#### Study material
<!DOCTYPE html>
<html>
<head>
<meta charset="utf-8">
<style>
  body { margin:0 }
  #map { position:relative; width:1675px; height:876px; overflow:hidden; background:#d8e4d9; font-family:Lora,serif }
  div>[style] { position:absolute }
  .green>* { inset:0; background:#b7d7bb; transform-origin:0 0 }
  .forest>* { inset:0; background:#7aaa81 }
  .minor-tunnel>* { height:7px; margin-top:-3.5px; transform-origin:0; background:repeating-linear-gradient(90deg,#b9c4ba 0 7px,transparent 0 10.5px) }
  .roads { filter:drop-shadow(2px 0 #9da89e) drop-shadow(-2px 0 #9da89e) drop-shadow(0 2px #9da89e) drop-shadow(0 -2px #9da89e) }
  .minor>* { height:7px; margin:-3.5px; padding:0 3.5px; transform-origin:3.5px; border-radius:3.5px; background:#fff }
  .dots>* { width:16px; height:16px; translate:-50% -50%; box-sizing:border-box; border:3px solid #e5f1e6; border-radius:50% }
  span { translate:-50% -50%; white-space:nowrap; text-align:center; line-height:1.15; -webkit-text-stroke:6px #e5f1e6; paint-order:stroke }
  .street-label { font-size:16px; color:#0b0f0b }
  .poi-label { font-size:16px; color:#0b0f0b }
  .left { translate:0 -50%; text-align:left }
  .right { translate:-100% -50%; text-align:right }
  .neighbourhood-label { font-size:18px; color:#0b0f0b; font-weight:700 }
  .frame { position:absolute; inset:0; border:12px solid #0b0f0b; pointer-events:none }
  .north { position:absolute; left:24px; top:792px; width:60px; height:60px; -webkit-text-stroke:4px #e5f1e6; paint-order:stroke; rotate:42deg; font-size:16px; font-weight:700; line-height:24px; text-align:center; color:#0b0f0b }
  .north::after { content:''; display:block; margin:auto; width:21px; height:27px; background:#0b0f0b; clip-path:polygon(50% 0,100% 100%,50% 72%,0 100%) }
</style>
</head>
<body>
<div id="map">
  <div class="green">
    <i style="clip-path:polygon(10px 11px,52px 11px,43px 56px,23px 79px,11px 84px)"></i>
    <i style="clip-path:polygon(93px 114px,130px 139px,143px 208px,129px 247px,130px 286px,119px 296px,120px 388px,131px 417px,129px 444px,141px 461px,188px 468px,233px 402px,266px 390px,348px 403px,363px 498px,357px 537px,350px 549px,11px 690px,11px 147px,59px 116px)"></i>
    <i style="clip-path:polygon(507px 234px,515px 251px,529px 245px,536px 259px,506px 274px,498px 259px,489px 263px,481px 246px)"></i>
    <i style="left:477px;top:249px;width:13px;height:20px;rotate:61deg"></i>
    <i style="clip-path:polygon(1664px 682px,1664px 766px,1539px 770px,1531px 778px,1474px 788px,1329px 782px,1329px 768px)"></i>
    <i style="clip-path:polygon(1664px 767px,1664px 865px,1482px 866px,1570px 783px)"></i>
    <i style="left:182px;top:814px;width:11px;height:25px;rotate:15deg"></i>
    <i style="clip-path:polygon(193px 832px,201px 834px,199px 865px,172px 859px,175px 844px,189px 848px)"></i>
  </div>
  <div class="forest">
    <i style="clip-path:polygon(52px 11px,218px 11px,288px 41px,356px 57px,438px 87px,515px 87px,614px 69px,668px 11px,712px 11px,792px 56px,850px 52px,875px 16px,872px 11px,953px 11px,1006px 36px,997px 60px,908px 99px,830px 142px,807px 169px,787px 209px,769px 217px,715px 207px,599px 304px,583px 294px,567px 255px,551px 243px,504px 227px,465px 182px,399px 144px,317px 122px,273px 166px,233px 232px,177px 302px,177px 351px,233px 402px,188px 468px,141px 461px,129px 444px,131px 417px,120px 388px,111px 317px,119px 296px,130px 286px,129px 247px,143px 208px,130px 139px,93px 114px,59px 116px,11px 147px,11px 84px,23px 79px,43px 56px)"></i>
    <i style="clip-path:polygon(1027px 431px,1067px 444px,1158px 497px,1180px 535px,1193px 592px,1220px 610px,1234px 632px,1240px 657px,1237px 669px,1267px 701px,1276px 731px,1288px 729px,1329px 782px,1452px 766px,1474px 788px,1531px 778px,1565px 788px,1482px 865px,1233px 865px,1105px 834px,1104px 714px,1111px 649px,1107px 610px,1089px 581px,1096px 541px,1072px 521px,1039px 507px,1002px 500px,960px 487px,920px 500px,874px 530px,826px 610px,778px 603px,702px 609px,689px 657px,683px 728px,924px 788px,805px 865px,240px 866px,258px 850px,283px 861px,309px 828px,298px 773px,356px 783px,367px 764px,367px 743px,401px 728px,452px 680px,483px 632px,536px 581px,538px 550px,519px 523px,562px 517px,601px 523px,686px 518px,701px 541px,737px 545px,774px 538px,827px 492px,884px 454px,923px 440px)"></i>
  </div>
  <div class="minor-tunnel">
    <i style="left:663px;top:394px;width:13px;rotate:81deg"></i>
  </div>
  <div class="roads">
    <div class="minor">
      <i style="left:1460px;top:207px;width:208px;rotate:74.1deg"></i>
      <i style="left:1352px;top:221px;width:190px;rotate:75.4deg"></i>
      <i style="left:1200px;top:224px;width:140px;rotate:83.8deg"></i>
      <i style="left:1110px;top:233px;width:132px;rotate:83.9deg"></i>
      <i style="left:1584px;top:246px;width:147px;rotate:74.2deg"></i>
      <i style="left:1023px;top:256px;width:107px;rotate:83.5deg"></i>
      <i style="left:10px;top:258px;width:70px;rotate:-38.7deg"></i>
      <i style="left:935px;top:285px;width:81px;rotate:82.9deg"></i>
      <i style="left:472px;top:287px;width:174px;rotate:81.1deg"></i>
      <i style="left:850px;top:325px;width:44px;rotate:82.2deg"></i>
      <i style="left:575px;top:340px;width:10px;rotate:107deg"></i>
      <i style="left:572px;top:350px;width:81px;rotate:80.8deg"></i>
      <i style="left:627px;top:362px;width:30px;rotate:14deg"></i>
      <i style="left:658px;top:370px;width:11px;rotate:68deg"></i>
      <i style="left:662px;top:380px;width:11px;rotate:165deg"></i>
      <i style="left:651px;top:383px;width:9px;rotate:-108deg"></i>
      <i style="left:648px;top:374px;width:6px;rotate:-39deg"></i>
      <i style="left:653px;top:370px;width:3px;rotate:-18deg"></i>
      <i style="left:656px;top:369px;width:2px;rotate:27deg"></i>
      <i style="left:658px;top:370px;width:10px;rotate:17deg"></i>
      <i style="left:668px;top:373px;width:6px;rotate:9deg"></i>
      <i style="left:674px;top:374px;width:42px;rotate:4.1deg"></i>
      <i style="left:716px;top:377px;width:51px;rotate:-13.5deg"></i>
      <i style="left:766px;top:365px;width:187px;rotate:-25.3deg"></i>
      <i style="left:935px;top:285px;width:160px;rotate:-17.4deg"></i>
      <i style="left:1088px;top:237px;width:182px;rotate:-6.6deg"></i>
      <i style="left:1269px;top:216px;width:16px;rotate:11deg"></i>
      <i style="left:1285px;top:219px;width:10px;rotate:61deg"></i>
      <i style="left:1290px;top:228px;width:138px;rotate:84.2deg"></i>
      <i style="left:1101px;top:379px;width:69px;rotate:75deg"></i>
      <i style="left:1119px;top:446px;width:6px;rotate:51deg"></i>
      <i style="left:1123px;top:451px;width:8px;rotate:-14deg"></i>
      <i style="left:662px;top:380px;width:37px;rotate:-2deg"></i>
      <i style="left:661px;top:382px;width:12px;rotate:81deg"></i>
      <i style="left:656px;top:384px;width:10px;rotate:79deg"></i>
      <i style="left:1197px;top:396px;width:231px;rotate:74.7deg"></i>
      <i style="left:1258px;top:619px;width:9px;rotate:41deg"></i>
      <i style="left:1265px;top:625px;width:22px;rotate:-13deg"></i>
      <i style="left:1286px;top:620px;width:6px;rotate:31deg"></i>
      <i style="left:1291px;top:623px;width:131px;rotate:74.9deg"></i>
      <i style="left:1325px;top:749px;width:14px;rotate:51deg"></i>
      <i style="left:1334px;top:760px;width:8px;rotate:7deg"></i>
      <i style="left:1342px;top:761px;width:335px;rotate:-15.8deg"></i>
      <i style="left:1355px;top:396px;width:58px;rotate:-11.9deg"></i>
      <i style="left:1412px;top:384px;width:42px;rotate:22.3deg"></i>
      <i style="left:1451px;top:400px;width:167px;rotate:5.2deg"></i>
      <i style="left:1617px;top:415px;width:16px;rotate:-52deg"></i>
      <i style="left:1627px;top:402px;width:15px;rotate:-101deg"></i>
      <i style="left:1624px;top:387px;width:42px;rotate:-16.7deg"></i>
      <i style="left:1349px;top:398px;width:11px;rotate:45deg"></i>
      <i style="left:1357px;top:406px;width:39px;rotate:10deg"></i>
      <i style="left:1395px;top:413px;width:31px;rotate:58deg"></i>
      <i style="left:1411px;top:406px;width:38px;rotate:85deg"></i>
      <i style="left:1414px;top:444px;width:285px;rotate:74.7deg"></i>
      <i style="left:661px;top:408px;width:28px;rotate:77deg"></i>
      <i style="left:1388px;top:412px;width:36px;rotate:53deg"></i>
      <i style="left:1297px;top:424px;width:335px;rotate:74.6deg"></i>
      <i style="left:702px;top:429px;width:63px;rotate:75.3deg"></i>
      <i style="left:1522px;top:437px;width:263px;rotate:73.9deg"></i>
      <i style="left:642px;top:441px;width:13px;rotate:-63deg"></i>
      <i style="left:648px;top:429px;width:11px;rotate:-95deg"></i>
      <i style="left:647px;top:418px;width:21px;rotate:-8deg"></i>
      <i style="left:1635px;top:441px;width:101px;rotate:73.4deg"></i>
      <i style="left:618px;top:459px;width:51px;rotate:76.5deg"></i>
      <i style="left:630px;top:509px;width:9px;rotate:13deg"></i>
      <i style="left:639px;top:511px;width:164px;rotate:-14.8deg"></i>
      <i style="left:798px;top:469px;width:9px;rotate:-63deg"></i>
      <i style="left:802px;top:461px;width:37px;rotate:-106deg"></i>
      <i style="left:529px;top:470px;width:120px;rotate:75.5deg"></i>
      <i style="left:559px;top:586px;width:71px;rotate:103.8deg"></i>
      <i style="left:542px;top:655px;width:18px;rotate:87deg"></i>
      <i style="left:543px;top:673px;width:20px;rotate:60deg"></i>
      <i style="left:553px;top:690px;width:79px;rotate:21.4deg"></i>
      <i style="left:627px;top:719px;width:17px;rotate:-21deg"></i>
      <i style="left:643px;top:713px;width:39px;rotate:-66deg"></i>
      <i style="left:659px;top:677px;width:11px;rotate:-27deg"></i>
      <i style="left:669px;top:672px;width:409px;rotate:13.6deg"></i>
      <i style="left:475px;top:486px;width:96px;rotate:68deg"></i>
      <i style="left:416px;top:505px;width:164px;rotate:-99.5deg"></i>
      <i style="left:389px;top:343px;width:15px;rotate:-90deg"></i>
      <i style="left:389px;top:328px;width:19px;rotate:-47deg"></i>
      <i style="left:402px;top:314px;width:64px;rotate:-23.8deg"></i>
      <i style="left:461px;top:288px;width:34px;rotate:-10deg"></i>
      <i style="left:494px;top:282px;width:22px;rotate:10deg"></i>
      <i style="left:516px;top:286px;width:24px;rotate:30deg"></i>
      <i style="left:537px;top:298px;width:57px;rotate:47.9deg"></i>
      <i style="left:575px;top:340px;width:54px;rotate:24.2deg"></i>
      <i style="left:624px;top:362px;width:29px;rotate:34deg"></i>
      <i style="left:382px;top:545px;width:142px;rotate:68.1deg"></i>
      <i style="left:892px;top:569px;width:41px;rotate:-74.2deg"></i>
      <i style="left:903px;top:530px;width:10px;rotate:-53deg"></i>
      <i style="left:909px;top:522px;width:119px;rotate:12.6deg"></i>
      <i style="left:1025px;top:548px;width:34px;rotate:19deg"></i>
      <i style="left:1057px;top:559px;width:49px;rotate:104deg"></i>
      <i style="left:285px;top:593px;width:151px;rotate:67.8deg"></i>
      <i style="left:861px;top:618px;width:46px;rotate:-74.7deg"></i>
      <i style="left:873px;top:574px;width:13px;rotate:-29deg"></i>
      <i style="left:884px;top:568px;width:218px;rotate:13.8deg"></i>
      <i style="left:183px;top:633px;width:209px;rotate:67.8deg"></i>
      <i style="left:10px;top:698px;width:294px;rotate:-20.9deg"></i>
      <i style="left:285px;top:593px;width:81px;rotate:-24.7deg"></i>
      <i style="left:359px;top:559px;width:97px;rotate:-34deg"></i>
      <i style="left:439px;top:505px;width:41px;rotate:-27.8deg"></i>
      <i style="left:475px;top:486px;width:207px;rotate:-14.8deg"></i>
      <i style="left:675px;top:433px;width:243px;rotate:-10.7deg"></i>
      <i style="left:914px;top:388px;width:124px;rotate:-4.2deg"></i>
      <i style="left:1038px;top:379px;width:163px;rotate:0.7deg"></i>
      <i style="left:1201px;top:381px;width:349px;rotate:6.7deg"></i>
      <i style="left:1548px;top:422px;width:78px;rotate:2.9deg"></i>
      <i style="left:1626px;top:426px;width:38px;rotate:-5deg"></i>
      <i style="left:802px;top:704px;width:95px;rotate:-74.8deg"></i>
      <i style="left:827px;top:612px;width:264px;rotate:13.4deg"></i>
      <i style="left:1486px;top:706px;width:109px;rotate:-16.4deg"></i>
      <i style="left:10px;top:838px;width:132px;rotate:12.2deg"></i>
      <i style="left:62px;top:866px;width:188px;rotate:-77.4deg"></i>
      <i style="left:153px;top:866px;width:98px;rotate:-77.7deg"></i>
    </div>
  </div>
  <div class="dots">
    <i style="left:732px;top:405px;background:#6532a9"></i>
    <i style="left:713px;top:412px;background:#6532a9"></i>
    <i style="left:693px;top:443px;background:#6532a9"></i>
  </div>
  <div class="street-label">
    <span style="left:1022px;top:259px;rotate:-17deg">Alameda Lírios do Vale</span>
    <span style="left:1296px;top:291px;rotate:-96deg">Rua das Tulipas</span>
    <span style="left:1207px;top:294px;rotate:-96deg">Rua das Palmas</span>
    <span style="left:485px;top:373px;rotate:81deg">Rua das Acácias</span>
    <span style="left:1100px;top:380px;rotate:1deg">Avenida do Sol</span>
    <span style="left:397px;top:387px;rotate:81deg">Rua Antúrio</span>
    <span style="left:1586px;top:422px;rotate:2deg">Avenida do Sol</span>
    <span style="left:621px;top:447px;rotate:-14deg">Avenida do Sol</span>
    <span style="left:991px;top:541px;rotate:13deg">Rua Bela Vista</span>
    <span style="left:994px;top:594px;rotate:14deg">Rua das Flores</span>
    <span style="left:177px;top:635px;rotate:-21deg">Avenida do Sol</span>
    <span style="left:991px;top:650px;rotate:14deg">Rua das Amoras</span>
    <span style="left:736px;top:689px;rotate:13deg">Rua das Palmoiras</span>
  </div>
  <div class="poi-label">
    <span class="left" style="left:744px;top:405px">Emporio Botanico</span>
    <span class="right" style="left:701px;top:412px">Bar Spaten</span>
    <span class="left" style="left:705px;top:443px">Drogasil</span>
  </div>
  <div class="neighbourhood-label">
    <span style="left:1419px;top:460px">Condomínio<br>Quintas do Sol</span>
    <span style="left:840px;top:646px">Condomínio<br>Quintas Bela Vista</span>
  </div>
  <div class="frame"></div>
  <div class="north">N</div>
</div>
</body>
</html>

#### Exercise
Take the lines from the first line of the listing to the line containing "filter:drop-shadow(2px 0 #9da89e)". Please print them exactly, ends included, with nothing else.

#### Task result
<!DOCTYPE html>
<html>
<head>
<meta charset="utf-8">
<style>
  body { margin:0 }
  #map { position:relative; width:1675px; height:876px; overflow:hidden; background:#d8e4d9; font-family:Lora,serif }
  div>[style] { position:absolute }
  .green>* { inset:0; background:#b7d7bb; transform-origin:0 0 }
  .forest>* { inset:0; background:#7aaa81 }
  .minor-tunnel>* { height:7px; margin-top:-3.5px; transform-origin:0; background:repeating-linear-gradient(90deg,#b9c4ba 0 7px,transparent 0 10.5px) }
  .roads { filter:drop-shadow(2px 0 #9da89e) drop-shadow(-2px 0 #9da89e) drop-shadow(0 2px #9da89e) drop-shadow(0 -2px #9da89e) }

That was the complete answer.